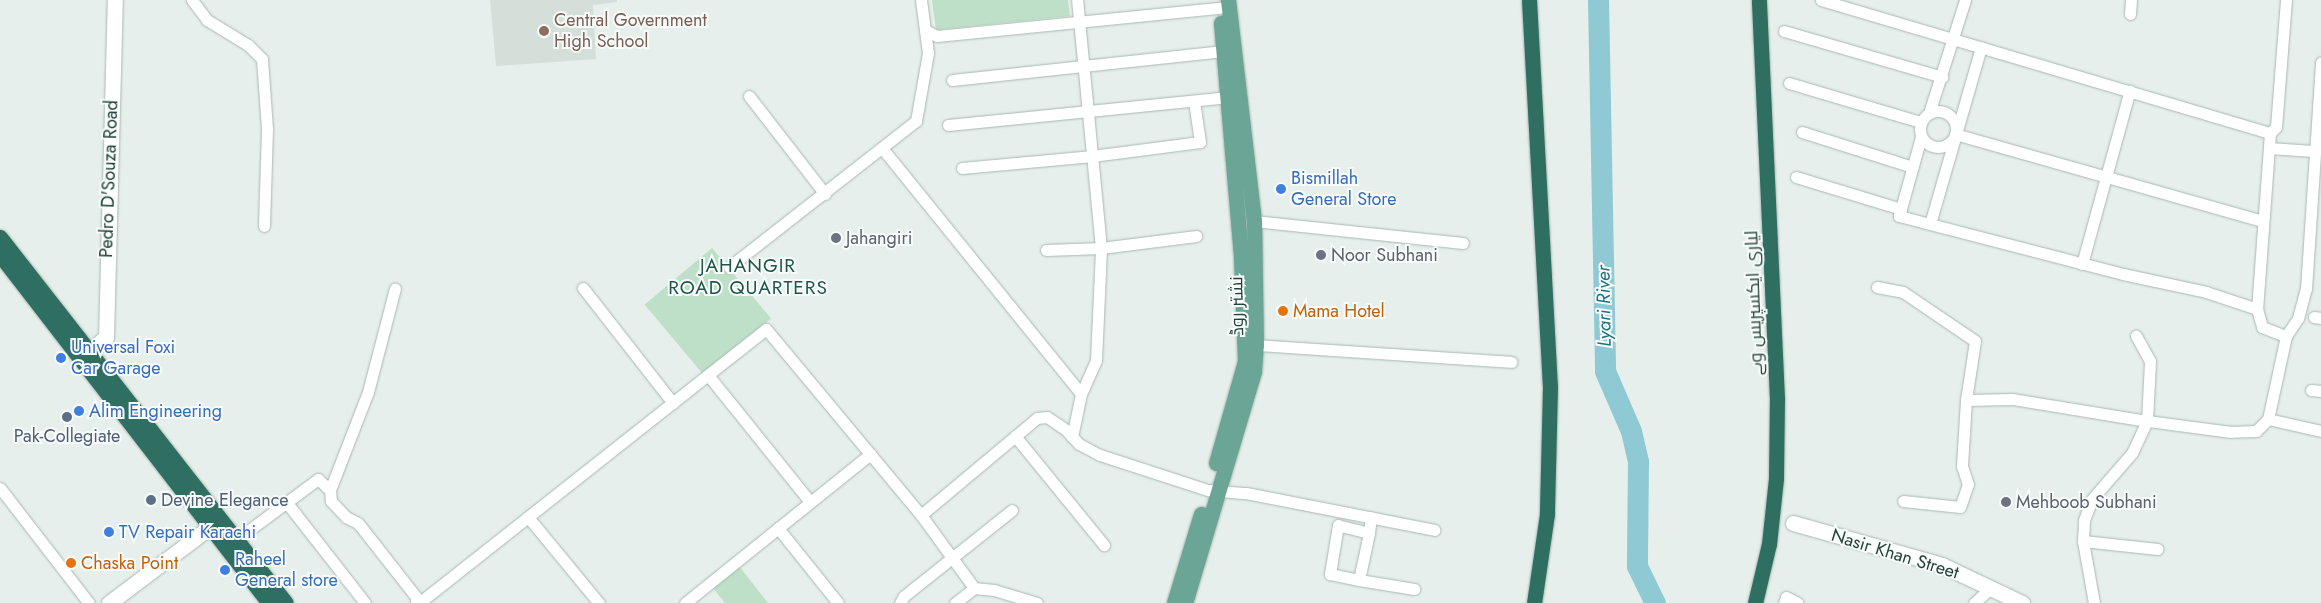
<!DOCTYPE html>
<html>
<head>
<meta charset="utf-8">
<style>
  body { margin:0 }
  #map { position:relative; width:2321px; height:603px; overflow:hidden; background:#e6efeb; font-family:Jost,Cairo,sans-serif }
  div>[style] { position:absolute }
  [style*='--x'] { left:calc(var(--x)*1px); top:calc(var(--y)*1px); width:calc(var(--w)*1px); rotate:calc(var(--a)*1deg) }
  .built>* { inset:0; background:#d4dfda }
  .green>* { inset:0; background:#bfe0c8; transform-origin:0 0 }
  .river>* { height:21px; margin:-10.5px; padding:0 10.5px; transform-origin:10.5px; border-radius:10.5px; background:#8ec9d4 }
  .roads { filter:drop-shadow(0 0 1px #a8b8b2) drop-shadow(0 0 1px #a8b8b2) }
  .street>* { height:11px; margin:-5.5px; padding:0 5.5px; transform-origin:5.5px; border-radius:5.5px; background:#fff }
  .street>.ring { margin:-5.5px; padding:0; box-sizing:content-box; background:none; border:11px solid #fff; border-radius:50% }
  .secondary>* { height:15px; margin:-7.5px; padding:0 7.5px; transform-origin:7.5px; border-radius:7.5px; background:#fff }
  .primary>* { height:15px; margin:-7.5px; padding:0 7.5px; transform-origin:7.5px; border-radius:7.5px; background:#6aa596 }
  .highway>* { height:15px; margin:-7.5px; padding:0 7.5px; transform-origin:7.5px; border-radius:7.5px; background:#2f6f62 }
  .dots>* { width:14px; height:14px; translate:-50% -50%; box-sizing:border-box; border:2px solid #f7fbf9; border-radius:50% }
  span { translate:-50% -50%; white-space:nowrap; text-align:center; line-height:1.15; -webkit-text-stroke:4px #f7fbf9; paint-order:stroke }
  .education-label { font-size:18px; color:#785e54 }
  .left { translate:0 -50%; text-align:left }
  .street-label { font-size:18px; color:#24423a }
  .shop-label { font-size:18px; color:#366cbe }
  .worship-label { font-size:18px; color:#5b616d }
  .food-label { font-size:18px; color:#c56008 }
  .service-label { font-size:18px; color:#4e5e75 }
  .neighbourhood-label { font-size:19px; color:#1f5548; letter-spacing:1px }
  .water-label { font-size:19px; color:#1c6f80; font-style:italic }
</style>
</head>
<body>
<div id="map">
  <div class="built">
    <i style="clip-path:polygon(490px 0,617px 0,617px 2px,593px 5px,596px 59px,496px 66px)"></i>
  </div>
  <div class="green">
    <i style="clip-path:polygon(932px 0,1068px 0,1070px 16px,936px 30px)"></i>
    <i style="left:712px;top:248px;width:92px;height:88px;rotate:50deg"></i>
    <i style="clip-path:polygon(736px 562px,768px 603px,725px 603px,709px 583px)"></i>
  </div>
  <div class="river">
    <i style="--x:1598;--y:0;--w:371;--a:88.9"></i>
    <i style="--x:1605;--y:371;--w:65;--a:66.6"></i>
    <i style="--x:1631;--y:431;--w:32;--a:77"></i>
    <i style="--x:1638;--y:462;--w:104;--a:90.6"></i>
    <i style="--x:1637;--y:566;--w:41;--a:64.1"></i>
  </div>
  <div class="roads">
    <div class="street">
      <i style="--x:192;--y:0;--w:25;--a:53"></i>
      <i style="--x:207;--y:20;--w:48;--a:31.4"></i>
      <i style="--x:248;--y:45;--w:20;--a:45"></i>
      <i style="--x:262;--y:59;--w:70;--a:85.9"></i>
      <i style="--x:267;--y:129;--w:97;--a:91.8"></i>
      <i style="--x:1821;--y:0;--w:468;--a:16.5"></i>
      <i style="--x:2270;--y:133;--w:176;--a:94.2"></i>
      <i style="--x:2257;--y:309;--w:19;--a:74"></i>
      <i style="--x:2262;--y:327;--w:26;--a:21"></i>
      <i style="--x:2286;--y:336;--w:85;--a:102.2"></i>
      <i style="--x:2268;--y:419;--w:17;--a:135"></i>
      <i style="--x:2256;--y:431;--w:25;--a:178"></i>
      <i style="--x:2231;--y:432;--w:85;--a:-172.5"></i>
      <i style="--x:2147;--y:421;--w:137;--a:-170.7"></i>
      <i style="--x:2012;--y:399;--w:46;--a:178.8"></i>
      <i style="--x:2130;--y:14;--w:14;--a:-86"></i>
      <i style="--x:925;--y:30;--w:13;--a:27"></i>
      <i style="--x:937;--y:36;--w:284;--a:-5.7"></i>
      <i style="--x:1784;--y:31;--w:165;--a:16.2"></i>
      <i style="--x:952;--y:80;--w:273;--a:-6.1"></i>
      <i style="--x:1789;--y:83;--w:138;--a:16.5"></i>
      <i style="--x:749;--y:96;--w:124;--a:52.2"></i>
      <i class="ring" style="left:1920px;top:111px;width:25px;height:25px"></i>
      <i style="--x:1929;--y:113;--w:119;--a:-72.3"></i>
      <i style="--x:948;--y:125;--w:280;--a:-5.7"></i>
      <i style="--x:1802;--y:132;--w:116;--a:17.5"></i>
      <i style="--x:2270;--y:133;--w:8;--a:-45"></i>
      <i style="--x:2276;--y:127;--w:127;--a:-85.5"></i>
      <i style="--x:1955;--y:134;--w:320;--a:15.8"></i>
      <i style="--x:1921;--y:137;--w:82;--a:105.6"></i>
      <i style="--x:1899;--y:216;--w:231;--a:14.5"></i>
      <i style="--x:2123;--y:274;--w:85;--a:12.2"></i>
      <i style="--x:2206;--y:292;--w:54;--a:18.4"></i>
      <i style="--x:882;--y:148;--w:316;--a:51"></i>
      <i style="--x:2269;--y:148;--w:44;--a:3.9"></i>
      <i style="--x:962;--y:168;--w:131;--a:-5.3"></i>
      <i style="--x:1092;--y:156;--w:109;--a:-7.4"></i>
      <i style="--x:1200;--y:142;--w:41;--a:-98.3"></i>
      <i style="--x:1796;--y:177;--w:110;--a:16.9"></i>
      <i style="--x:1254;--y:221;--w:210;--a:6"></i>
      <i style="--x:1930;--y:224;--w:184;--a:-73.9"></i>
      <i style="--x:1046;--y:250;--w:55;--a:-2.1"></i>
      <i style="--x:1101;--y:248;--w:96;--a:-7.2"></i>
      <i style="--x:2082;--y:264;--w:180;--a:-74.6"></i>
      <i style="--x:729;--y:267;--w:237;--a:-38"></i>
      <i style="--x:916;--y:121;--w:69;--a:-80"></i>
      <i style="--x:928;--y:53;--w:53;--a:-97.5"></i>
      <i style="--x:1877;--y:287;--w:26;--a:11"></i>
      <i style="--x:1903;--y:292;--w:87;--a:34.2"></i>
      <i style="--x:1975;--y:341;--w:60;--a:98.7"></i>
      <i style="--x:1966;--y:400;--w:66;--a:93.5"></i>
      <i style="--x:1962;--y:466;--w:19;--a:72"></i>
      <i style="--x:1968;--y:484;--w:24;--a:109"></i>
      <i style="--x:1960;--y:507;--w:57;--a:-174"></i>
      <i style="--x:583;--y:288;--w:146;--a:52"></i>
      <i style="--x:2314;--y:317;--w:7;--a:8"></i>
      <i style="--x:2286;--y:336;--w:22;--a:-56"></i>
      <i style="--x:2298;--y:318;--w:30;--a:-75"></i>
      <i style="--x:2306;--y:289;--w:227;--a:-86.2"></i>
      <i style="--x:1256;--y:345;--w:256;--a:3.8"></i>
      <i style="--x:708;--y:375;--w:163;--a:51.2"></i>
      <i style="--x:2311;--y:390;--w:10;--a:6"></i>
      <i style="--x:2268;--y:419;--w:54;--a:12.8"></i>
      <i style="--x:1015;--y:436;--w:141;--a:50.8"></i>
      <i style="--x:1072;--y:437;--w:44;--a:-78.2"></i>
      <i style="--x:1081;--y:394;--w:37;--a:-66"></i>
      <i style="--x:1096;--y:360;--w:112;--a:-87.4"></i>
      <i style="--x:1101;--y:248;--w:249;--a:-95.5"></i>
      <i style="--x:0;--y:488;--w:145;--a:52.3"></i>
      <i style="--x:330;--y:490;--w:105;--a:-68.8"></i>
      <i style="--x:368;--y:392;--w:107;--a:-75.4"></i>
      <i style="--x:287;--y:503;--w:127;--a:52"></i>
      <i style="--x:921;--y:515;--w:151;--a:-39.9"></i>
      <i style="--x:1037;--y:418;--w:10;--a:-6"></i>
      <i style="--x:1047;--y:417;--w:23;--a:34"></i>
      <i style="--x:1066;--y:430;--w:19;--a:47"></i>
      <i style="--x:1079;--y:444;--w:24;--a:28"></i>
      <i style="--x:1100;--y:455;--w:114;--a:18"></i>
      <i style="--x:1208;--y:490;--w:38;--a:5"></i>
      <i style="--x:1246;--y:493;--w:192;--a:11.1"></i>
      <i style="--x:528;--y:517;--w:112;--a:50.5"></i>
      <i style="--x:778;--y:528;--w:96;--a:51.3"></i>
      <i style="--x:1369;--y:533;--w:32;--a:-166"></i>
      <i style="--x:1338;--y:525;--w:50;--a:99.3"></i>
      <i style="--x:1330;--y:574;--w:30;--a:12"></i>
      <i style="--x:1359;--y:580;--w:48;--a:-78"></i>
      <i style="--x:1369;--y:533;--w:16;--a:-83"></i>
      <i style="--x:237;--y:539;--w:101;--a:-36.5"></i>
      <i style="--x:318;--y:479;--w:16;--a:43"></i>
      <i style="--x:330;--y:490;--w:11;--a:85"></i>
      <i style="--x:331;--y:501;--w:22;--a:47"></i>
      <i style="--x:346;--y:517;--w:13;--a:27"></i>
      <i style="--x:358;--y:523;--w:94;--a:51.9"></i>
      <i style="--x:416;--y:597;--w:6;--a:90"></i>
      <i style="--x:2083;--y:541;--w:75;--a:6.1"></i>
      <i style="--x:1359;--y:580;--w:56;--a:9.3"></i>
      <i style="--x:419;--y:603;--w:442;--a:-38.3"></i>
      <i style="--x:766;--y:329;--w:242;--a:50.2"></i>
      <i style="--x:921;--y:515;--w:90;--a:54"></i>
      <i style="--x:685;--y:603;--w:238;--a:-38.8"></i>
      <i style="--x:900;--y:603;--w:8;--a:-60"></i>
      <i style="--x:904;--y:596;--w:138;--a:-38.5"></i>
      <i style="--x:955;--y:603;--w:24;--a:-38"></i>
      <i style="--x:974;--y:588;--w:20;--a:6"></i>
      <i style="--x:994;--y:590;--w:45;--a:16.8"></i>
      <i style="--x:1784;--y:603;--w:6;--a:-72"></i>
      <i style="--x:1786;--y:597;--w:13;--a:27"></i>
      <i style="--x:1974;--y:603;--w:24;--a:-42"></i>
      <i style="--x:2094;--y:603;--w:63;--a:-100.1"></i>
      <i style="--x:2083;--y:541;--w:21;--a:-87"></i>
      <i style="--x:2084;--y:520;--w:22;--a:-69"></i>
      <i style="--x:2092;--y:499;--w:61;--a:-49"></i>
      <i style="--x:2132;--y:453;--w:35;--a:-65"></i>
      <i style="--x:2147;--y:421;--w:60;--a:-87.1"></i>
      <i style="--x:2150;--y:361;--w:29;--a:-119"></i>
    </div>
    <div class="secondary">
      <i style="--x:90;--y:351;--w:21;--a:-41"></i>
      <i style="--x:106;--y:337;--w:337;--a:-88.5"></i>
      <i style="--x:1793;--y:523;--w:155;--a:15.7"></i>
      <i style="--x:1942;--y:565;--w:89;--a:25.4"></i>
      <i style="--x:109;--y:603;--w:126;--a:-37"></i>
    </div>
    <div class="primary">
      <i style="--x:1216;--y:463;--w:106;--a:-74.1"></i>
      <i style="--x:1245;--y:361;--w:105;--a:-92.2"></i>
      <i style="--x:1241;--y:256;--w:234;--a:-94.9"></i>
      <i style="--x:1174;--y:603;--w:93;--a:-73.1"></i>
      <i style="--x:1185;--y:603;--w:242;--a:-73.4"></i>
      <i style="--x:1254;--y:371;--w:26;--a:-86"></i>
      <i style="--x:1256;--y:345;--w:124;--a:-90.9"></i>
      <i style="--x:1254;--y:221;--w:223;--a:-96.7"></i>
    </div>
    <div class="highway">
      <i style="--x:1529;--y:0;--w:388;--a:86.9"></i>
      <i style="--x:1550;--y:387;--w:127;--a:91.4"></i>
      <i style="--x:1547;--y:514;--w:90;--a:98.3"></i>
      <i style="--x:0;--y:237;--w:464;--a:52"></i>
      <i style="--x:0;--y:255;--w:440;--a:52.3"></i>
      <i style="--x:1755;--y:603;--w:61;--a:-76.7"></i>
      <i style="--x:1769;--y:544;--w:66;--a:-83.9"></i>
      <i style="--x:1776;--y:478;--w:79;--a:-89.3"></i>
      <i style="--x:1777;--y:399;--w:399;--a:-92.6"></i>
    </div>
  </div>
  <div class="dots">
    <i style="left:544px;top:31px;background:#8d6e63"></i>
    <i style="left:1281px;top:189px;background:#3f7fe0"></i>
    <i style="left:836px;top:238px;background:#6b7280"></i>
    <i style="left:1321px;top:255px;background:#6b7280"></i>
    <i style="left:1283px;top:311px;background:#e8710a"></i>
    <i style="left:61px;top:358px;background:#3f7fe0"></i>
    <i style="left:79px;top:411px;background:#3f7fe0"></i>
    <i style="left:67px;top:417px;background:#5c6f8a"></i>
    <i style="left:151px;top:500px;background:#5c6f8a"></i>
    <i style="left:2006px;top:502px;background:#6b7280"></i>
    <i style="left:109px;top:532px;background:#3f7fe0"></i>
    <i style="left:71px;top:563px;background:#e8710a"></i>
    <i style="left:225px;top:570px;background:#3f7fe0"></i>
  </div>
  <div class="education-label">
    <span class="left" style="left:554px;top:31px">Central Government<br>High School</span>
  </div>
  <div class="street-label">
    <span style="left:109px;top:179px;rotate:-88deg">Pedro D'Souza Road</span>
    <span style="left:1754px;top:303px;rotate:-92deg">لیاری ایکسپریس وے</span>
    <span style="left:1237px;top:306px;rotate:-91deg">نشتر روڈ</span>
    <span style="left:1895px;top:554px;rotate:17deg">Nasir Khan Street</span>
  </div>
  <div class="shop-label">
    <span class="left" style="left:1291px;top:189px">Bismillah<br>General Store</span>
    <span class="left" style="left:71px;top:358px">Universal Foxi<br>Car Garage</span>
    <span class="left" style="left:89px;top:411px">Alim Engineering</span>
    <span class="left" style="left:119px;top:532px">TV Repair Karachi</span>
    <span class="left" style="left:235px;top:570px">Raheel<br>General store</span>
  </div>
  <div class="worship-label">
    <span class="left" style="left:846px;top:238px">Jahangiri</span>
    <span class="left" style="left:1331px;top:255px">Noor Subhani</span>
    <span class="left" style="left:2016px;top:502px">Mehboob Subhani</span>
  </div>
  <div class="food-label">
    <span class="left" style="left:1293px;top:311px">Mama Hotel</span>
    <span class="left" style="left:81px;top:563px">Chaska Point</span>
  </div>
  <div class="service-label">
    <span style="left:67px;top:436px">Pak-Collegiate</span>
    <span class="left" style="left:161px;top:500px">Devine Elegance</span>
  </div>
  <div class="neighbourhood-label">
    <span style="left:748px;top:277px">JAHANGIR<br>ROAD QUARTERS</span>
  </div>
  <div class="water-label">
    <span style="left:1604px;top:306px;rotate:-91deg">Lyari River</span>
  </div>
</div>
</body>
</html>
·····
Work item:
Print exactly the lines running from the start of the entries above to the line with "filter:drop-shadow(0 0 1px", both included; leave out any pictures.

Output below:
<!DOCTYPE html>
<html>
<head>
<meta charset="utf-8">
<style>
  body { margin:0 }
  #map { position:relative; width:2321px; height:603px; overflow:hidden; background:#e6efeb; font-family:Jost,Cairo,sans-serif }
  div>[style] { position:absolute }
  [style*='--x'] { left:calc(var(--x)*1px); top:calc(var(--y)*1px); width:calc(var(--w)*1px); rotate:calc(var(--a)*1deg) }
  .built>* { inset:0; background:#d4dfda }
  .green>* { inset:0; background:#bfe0c8; transform-origin:0 0 }
  .river>* { height:21px; margin:-10.5px; padding:0 10.5px; transform-origin:10.5px; border-radius:10.5px; background:#8ec9d4 }
  .roads { filter:drop-shadow(0 0 1px #a8b8b2) drop-shadow(0 0 1px #a8b8b2) }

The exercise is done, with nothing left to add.